Saturday, March 27, 2021

Accelerating Premiere Elements rendering using an external GPU

Back in 2020, I decided to finally get with the times and attempt to start putting out videos in 1080p. I've had cameras capable of filming at 1080p for a long time, but I've generally downscaled to 720p since that's a common phone resolution (and it allows me to easily fake a multi-camera setup by zooming in on the footage-hope you never noticed), but with larger phone screens and TV viewing of online video becoming more common, I decided I needed to put in the effort to make the jump.

After reworking some elements (the zooming logo and a number of titles needed to be remade), Why it Works: The Chosen One became the first of my 1080p uploads. While the video turned out fine, the rendering time was much longer-1080p does have roughly twice as many pixels as 720p, after all. I wanted to do something about that, but having upgraded the memory and internal storage of my computer (a Lenovo T420) in 2019, I wasn't too keen on buying a new computer that seemed sufficiently fast for everything except rendering video.

Basically, I had two ideas: I could either upgrade the CPU in my machine (in addition to the officially supported dual-core options, it's also possible to use a quad-core processor in my computer), or look at the possibility of using an external GPU. When I first looked in 2020, the former wasn't appealing for various reasons, and the latter (or rather, GPU acceleration in general) wasn't supported by my video editing software.
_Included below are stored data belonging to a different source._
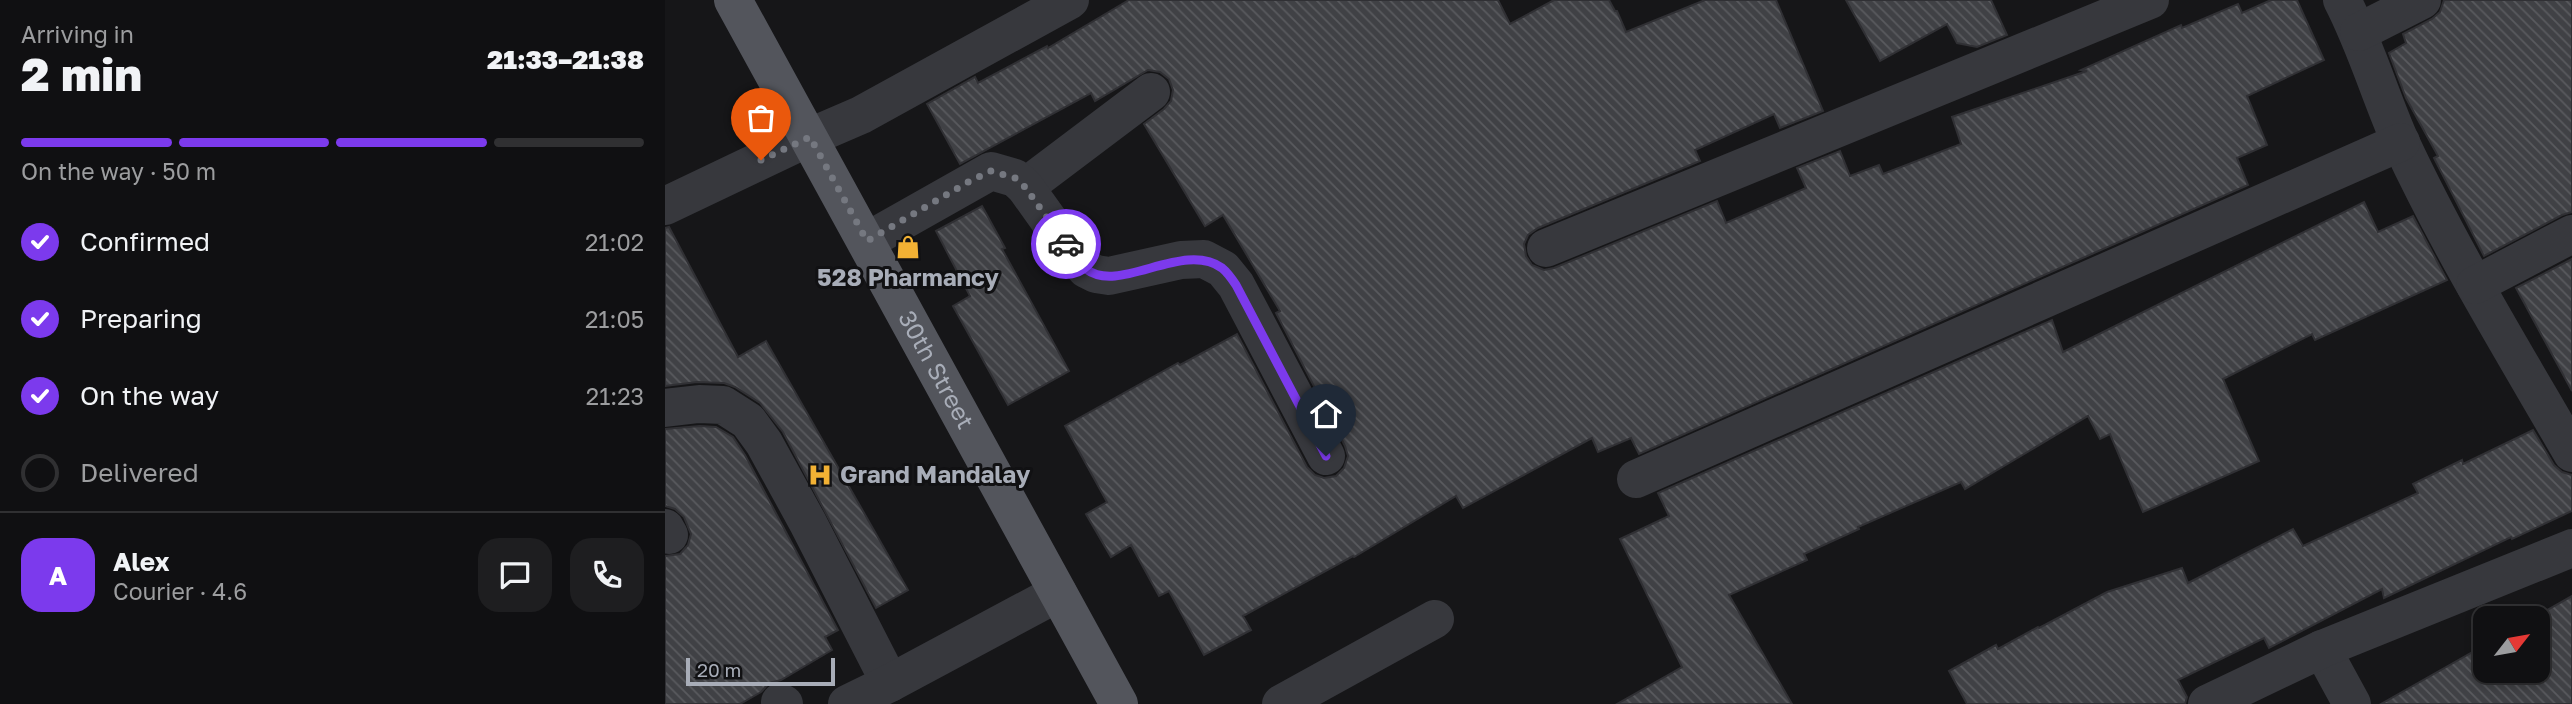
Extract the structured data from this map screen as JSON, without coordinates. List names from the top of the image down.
{
  "streets": {
    "main road": ["30th Street"]
  },
  "places": {
    "shop": ["528 Pharmancy"],
    "hospital": ["Grand Mandalay"]
  },
  "scale_bar": "20 m",
  "north": "top right",
  "page": {
    "heading": ["2 min", "Arriving in", "21:33–21:38"],
    "panel": ["Alex", "Courier · 4.6"],
    "bar": "On the way · 50 m",
    "list": [
      ["Confirmed", "21:02"],
      ["Preparing", "21:05"],
      ["On the way", "21:23"],
      "Delivered"
    ],
    "round": "A",
    "scale": "20 m"
  }
}
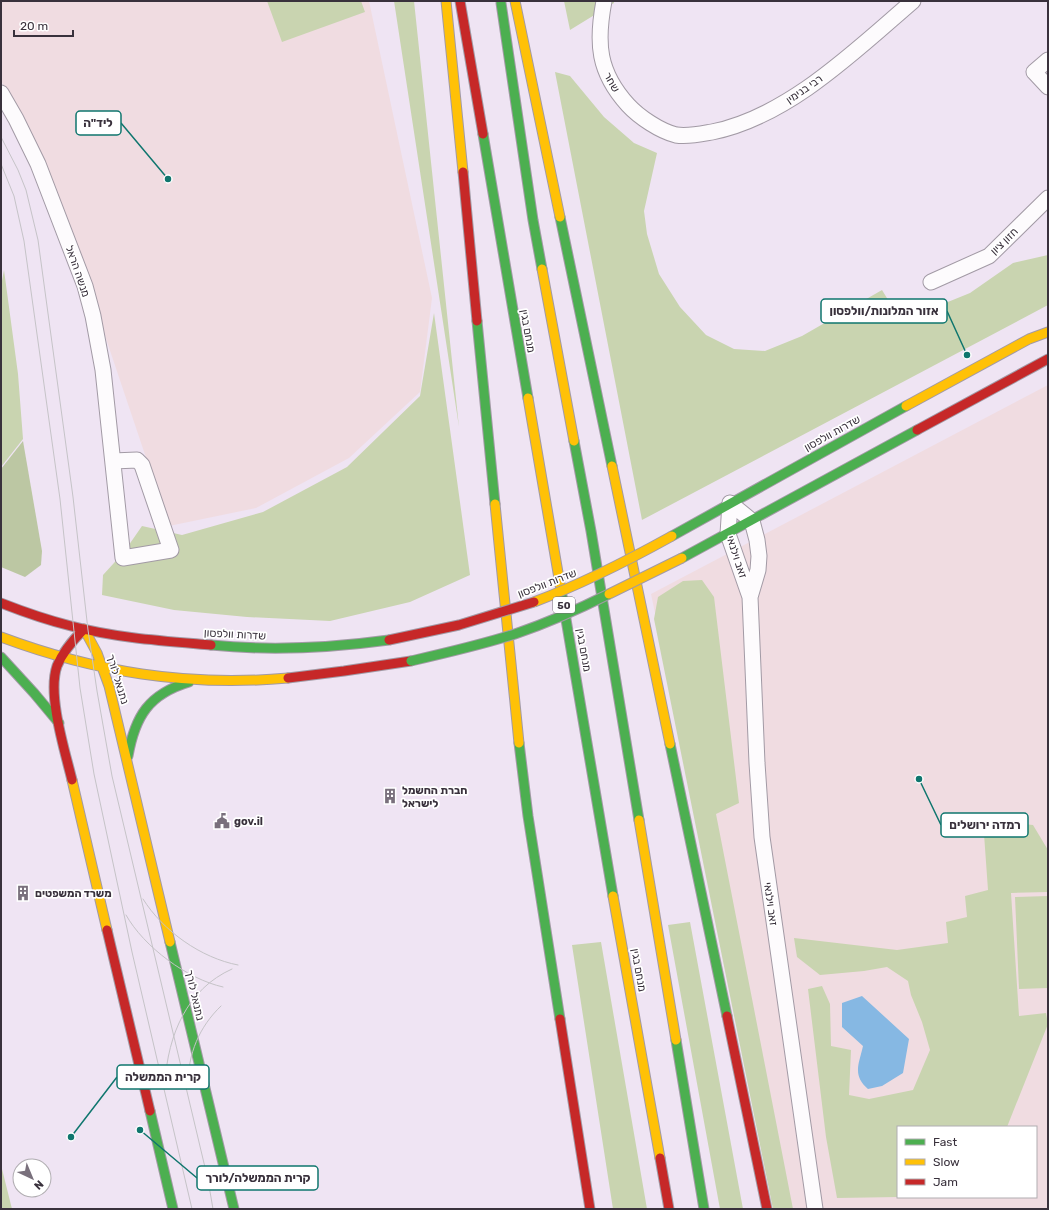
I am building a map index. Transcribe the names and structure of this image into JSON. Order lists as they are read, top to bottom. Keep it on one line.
{"streets":{"main road":["מנחם בגין","שדרות וולפסון","50","נתנאל לורך"],"street":["שחר","רבי בנימין","חזון ציון","מנשה הראל","זאב וילנאי"]},"crossings":[["שחר","רבי בנימין"],["שדרות וולפסון","זאב וילנאי"],["שדרות וולפסון","נתנאל לורך"]],"places":{"other":["ליד\"ה","אזור המלונות/וולפסון","רמדה ירושלים","קרית הממשלה/לורך","קרית הממשלה"],"building":["חברת החשמל לישראל","משרד המשפטים"],"public building":["gov.il"]},"legend":["Fast","Slow","Jam"],"scale_bar":"20 m","north":"bottom right"}
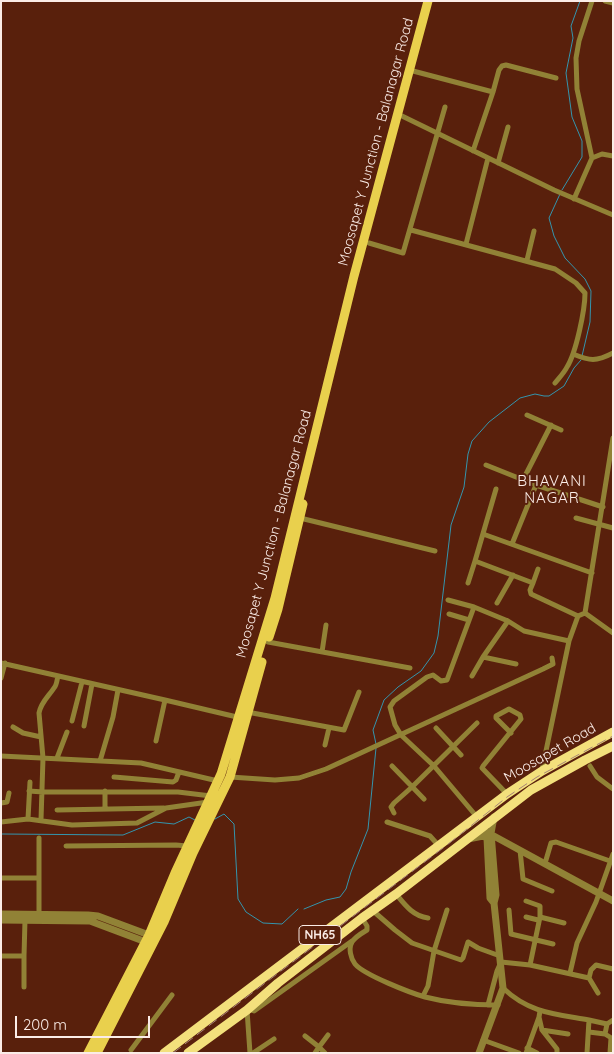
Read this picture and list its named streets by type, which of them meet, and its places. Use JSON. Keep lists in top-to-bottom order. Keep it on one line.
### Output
{"streets":{"highway":["Moosapet Road","NH65"],"main road":["Moosapet Y Junction - Balanagar Road"]},"crossings":[["Moosapet Road","NH65"]],"districts":["BHAVANI NAGAR"],"scale_bar":"200 m"}
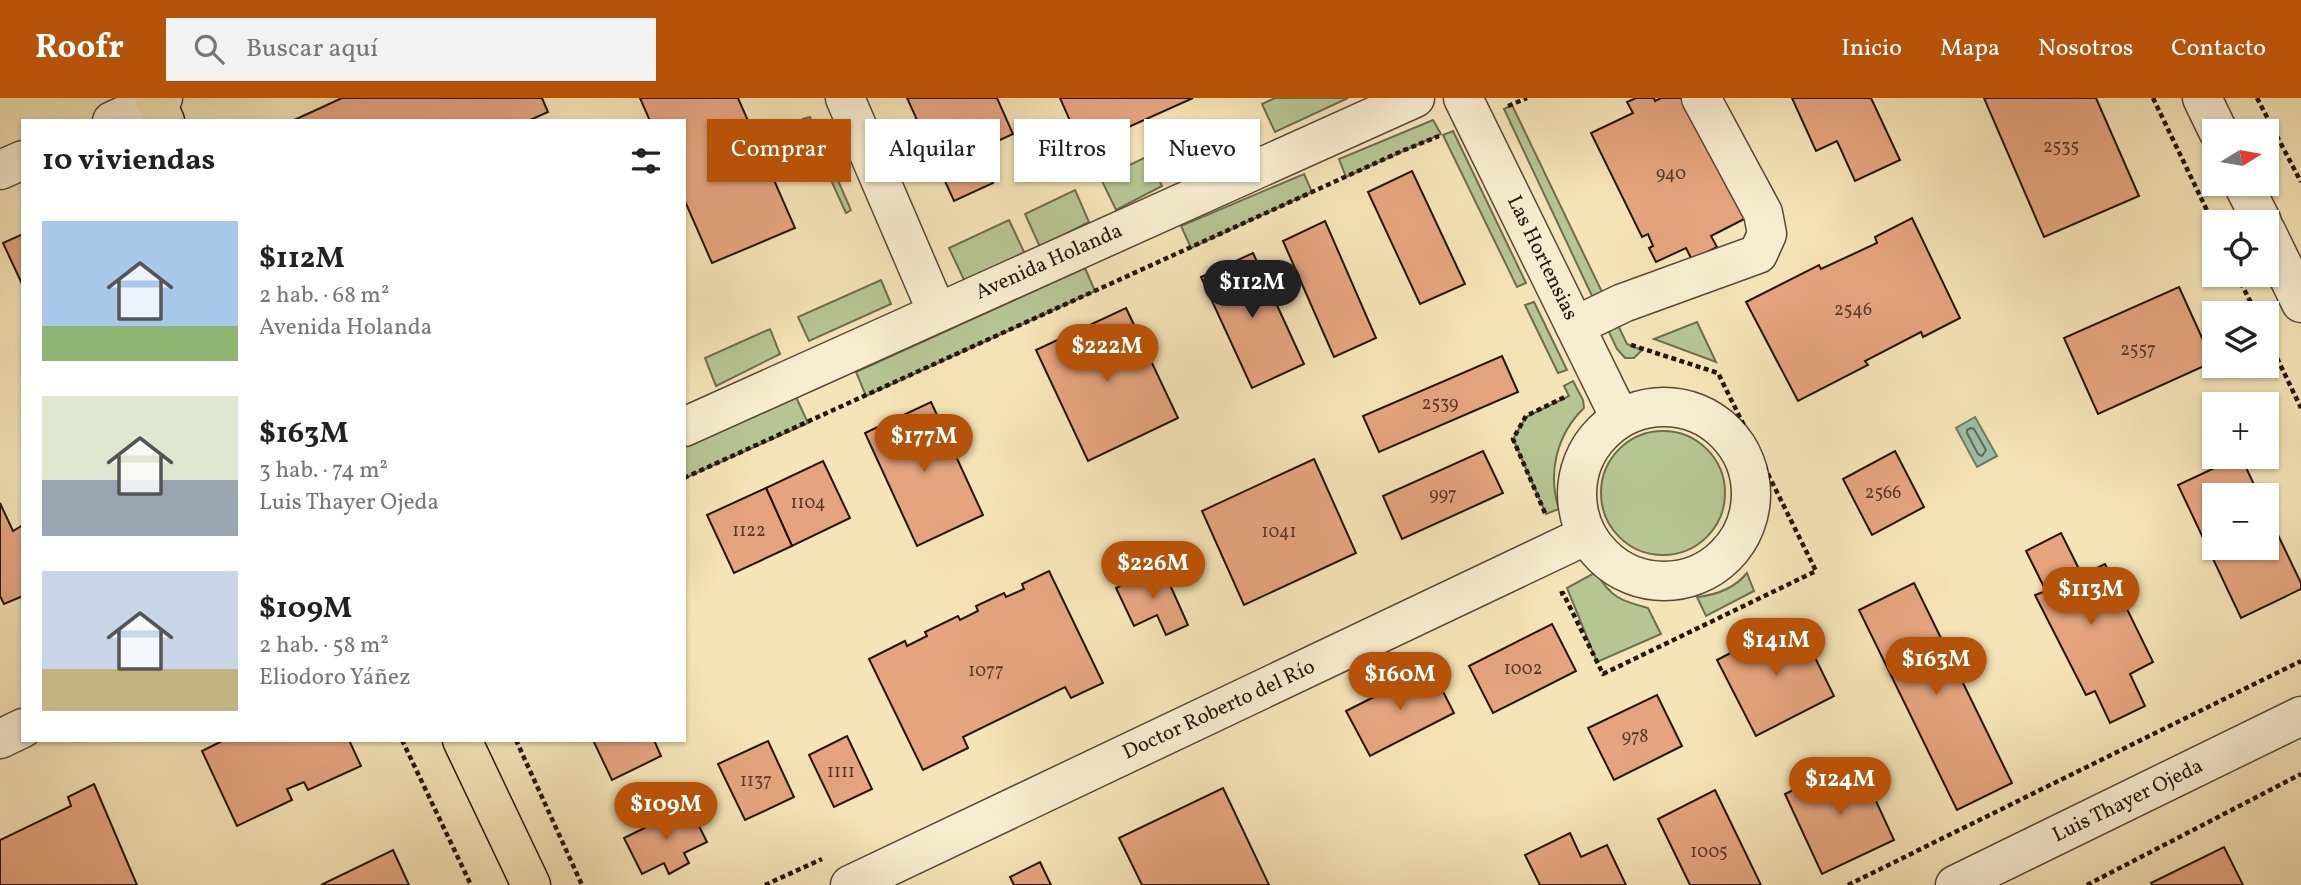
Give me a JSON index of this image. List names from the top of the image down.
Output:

After a few more excruciatingly long video rendering sessions, I decided to take another look. As it turns out, within the last year Premiere Elements (I'd need a computer with a newer processor architecture to use Premiere Pro) added GPU acceleration support. While I couldn't find any confirmation that an external GPU would be supported, I decided to take the plunge and see what I could do. It involved buying a number of new pieces of hardware:

1. JMT EXP GDC Notebook External PCI-E Discrete Graphics Beast Series External Laptop Docking Station Mini

Not wanting to open my computer to fiddle with the wi-fi card, I decided to go with the ExpressCard option (I do have a USB 3.0 card for that slot, but I've rarely used it).

2. NVIDIA GTX 750 Ti

According to Adobe's documentation, only a fairly limited set of GPUs are supported for acceleration. I cross-referenced this with a list of known builds, and narrowed things down to a few possibilities. Given my computer's relatively old CPU, it wouldn't have made much sense to buy a super-high-end card since it likely wouldn't have been used anywhere near its full potential. Additionally, the current GPU market has some rather high prices (due to a combination of factors), so moving to the lower end of the spectrum was prudent in that regard as well.

3. Dell DA-2 power supply

While there are multiple options for powering the GPU dock, this seems to be the preferred one. Luckily, it wasn't too hard to order one, and I was able to get a unit that was basically unused.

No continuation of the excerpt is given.